Una tercera práctica que propone Jesús es la limosna. La limosna es una práctica que hace posible el encuentro con las y los demás. En este tiempo se nos ha recomendado quedarnos en casa, distanciarnos socialmente, usar mascarilla como que si lo más importante en la vida fuera evitar el contagio. Evitar el contagio es sin duda importante, pero mucho más importante es acercarnos a la persona necesitada o contagiada, escucharla y decirle nuestra palabra, dejarnos conmover por su situación, tenderle la mano y dejárnosla estrechar. Y es que Dios no tiene otras manos que las nuestras para tenderlas. Así, en este tiempo, la mejor manera de dar limosna es ser buenas y buenos samaritanos, comenzando por nuestra propia familia, y siguiendo con nuestras vecinas y vecinos, para continuar con otras personas que no están cerca, pero a las que elegimos acercarnos.

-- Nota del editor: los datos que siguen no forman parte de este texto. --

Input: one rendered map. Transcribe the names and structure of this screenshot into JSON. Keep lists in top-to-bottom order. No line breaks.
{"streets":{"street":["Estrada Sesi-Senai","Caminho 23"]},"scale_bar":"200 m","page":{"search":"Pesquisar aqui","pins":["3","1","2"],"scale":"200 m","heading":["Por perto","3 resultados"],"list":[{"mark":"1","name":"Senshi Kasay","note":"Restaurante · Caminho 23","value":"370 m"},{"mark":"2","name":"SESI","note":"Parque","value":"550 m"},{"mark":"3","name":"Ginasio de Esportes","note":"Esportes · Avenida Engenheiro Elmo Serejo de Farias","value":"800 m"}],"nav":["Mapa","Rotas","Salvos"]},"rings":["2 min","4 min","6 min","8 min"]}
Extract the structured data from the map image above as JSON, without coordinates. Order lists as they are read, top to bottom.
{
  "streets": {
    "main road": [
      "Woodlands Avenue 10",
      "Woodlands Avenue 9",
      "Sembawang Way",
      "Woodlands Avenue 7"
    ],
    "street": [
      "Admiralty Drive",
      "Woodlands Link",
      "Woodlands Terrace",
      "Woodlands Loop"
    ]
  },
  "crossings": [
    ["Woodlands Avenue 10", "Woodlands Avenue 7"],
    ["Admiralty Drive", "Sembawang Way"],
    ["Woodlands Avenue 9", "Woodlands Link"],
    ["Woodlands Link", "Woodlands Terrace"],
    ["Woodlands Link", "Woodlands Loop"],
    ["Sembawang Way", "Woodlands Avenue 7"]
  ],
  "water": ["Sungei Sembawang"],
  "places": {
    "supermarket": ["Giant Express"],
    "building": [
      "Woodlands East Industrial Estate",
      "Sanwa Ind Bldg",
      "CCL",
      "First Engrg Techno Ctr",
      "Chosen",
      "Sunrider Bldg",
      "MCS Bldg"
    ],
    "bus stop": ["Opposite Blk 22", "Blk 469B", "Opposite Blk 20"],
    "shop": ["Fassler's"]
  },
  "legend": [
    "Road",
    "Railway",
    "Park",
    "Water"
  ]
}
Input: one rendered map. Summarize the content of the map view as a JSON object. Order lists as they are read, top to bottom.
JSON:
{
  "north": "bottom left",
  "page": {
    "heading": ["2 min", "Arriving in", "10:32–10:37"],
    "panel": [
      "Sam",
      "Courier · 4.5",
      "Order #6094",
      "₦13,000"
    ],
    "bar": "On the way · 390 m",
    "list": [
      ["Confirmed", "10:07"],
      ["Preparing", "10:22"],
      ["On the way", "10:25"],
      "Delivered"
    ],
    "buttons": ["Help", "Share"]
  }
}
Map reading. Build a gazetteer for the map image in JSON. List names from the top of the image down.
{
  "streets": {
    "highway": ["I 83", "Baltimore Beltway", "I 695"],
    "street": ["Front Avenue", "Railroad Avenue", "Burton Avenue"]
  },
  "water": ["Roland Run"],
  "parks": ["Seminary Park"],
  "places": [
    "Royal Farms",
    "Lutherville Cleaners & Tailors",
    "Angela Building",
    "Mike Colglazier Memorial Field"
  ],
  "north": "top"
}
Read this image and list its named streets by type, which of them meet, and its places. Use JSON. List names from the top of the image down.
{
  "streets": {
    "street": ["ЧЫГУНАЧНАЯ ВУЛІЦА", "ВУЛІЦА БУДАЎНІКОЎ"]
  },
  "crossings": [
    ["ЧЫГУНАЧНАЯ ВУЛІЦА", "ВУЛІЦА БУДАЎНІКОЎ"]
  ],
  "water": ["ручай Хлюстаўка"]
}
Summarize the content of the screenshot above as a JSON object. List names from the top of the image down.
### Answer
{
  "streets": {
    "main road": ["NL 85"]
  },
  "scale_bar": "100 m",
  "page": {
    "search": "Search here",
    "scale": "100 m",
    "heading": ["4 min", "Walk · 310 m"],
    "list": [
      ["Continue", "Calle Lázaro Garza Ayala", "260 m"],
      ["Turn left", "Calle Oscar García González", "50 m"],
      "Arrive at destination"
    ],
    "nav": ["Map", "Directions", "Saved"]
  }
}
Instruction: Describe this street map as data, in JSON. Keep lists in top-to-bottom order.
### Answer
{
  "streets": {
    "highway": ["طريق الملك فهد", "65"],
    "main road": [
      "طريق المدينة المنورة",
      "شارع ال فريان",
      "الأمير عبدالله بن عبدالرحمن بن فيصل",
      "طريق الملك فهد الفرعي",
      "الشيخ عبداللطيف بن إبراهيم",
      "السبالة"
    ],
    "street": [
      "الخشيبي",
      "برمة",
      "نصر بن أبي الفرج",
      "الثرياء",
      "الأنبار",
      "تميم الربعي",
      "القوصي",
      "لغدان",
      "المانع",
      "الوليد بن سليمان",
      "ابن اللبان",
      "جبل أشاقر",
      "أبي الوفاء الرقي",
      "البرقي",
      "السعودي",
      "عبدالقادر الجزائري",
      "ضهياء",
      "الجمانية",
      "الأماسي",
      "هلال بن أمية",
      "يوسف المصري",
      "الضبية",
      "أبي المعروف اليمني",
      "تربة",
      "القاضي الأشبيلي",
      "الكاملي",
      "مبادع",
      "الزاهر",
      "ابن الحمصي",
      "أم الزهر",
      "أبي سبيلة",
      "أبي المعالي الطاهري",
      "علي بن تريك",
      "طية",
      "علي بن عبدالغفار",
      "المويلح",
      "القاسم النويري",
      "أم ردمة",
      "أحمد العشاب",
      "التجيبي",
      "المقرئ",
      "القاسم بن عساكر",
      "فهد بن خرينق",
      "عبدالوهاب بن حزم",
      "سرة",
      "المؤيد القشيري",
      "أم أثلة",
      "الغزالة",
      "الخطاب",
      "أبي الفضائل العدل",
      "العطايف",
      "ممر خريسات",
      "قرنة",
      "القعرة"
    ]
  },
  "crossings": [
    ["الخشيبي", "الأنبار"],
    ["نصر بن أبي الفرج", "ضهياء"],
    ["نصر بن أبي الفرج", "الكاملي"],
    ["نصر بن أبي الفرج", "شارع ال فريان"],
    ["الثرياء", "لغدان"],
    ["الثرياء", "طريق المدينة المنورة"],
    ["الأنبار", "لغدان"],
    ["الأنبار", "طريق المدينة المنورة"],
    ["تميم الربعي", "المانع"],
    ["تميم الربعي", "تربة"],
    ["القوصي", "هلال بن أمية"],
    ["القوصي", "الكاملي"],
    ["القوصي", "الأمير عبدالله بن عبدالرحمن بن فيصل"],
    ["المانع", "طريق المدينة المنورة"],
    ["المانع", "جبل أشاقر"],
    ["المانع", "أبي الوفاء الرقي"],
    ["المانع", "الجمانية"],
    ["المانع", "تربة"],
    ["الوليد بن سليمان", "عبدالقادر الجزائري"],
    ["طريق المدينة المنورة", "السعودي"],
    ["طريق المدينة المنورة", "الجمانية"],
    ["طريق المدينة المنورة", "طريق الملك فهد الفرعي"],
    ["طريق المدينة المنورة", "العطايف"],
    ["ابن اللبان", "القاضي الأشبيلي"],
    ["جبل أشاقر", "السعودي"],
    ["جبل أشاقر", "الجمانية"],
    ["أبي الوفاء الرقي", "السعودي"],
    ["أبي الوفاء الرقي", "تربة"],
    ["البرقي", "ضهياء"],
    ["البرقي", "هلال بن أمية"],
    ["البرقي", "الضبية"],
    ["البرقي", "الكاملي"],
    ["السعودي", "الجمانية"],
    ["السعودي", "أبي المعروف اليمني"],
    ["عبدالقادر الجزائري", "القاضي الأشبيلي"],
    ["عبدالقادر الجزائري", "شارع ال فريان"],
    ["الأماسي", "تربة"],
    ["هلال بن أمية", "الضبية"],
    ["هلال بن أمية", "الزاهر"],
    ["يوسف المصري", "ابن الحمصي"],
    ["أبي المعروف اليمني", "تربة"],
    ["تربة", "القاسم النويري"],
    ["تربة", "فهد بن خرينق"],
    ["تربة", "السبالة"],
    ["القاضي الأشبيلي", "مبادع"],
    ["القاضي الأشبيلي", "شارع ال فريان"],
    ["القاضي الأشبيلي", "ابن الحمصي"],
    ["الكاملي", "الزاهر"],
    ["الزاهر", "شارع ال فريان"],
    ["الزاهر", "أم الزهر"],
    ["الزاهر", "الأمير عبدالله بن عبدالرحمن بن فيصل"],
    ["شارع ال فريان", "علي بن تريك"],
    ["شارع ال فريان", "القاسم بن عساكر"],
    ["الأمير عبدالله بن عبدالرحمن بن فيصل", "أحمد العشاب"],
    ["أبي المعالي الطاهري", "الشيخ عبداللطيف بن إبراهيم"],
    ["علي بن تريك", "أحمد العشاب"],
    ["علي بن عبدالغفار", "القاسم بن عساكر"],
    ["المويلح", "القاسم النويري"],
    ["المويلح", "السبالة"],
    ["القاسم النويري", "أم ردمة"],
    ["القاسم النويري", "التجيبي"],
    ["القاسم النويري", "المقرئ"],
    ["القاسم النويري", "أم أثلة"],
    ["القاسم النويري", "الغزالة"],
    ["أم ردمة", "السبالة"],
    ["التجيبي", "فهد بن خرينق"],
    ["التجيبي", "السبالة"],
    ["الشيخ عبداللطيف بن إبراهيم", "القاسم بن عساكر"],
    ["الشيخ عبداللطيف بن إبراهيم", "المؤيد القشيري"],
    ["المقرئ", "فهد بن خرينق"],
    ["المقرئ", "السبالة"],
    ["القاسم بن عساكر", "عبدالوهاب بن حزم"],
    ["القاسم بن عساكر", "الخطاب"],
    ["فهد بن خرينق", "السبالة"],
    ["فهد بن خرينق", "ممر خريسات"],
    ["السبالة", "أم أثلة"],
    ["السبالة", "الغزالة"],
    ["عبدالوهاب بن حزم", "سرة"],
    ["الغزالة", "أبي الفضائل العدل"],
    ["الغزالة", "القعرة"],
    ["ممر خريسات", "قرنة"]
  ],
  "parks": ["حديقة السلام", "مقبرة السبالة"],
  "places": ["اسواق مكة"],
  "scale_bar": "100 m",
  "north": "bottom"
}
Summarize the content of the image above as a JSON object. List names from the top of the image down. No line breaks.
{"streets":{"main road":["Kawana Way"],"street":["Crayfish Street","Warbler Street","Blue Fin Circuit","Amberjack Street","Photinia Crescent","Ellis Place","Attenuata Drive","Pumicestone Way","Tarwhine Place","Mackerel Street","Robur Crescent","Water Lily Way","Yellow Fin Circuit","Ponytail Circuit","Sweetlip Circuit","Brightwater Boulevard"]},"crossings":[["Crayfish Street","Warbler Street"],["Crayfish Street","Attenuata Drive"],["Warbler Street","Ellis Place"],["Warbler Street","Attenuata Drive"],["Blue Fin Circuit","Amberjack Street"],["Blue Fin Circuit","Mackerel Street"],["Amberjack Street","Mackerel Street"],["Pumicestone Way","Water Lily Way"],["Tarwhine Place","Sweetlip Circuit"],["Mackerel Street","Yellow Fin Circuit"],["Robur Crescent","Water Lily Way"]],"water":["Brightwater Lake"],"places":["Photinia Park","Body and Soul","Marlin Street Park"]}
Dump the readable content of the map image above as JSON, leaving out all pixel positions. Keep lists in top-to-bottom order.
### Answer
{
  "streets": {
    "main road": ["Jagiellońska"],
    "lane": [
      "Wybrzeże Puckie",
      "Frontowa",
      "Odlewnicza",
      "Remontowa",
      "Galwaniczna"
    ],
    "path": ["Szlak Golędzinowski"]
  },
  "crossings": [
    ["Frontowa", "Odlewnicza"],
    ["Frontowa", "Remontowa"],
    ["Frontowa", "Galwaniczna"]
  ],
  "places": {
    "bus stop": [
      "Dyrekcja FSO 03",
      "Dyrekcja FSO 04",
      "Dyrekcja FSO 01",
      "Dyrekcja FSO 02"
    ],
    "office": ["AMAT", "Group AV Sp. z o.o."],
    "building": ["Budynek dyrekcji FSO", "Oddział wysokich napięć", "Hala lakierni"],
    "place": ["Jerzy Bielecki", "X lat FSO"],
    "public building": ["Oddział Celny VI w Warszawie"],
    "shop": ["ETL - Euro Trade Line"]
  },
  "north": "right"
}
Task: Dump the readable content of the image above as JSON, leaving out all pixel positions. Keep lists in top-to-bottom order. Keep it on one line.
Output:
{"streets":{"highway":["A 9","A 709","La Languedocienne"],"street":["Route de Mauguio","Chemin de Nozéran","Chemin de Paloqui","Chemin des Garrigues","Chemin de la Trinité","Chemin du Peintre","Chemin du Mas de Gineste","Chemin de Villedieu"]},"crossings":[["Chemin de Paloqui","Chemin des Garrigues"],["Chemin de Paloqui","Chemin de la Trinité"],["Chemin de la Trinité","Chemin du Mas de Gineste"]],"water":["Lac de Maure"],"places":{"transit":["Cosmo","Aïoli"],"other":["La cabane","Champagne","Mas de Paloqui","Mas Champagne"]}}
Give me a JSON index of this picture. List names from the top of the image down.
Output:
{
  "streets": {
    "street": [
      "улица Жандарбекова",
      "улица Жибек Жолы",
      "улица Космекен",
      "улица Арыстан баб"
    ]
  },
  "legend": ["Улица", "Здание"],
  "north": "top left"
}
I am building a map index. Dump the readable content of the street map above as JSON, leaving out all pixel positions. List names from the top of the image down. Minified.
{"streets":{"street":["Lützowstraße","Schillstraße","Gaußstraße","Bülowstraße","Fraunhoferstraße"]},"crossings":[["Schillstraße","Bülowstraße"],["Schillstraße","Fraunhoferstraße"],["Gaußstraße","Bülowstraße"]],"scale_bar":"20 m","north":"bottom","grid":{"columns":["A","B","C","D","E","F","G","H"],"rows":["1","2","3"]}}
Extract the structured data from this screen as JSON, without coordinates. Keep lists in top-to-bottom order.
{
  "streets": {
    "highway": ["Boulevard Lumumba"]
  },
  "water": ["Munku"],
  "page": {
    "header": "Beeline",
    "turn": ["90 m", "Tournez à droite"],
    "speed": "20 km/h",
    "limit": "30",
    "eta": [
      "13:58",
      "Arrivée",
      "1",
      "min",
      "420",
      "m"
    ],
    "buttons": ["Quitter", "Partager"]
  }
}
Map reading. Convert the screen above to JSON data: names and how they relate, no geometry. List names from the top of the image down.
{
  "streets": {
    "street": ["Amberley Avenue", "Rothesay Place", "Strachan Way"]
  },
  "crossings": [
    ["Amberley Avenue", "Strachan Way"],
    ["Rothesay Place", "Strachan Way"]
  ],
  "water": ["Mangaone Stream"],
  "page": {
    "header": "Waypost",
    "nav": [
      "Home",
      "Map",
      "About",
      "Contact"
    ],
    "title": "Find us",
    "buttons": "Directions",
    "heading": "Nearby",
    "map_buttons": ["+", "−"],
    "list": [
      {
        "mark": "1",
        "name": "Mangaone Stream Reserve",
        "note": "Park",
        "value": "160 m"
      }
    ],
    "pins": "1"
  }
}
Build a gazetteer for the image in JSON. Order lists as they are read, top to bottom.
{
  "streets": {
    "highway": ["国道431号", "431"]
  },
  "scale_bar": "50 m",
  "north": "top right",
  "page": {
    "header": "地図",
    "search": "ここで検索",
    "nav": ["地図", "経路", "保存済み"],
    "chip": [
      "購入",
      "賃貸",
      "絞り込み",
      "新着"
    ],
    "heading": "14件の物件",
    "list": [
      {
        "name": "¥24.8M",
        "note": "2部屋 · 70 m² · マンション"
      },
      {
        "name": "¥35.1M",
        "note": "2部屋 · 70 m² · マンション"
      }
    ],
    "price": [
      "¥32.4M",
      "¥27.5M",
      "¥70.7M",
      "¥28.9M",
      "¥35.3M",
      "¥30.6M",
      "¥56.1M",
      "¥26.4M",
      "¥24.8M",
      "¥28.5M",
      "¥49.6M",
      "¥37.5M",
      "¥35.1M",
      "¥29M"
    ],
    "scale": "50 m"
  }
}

Que este tiempo de Cuaresma que estamos iniciando hoy nos dé, pues, la oportunidad de llenar nuestros corazones con gratitud en el encuentro con ese Dios que es amor y solo amor, para discernir y decidir para qué vale la pena vivir, por qué vale la pena entregar la vida libre y generosamente, y para darnos calor las unas a los otros en nuestras necesidades tendiéndonos las manos y dejándonoslas estrechar.
Dejémonos, pues, convertir, creyendo en el Evangelio.